== Records supplied ==

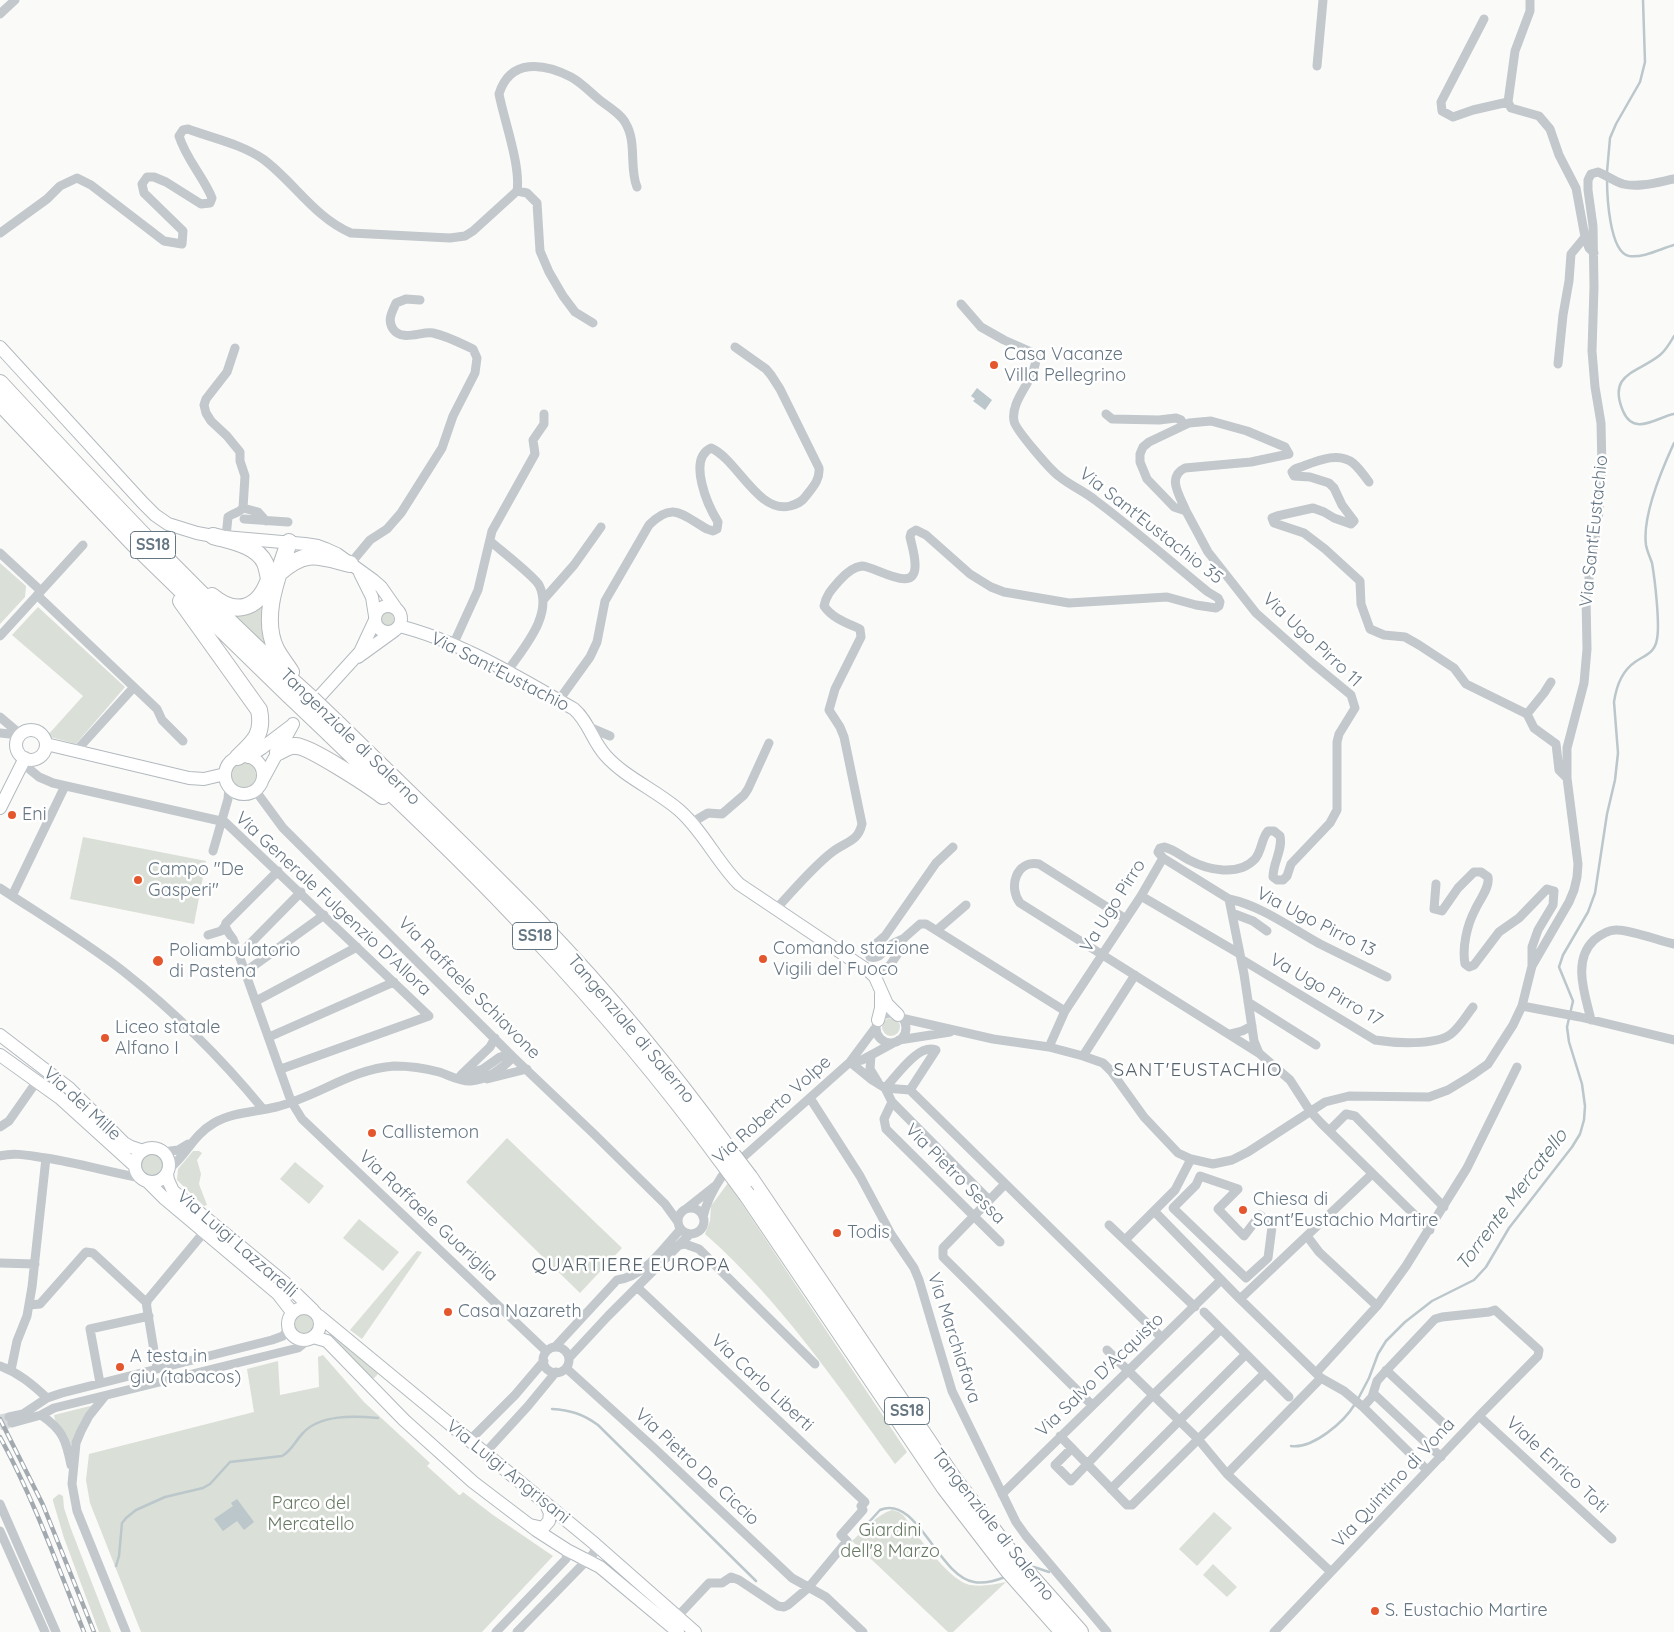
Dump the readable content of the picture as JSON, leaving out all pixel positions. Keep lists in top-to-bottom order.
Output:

===
== Records supplied ==

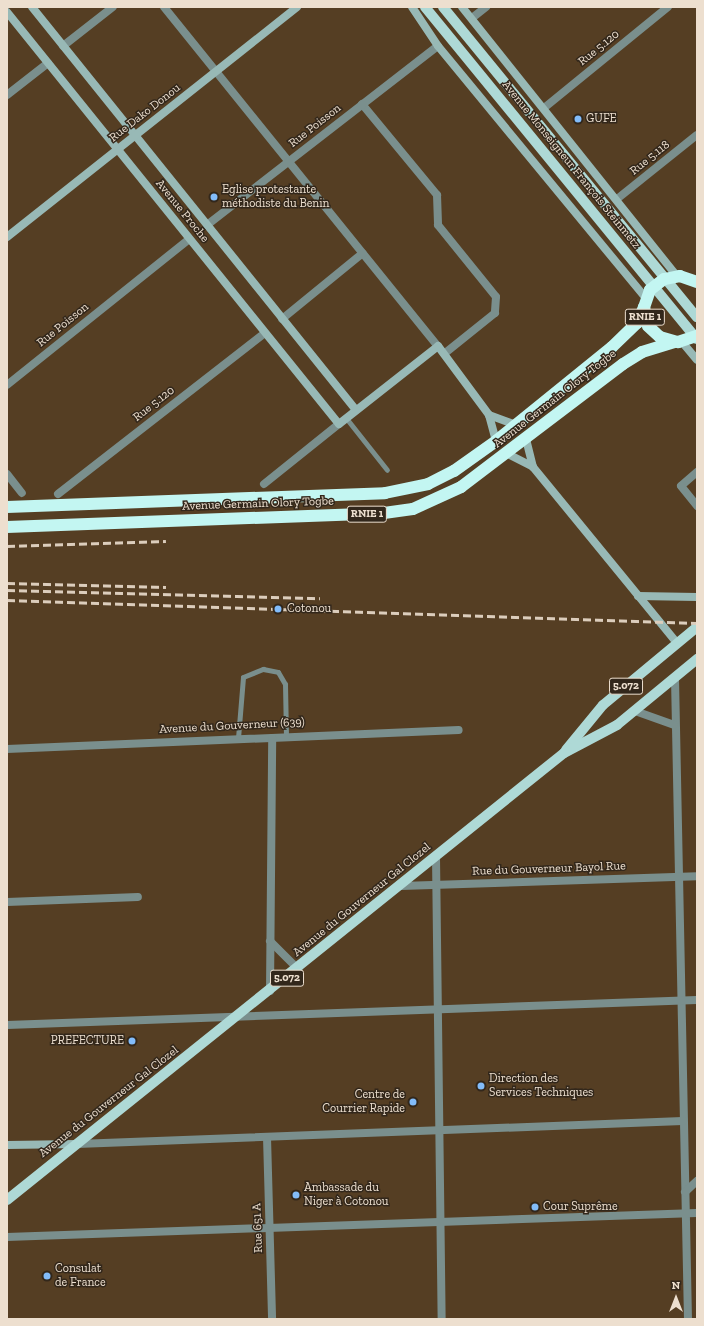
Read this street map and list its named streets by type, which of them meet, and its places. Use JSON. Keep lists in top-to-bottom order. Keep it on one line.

===

The lines above that hold the word "JSON" need counting; write the count and nothing more.

▶ **Task answer**: 2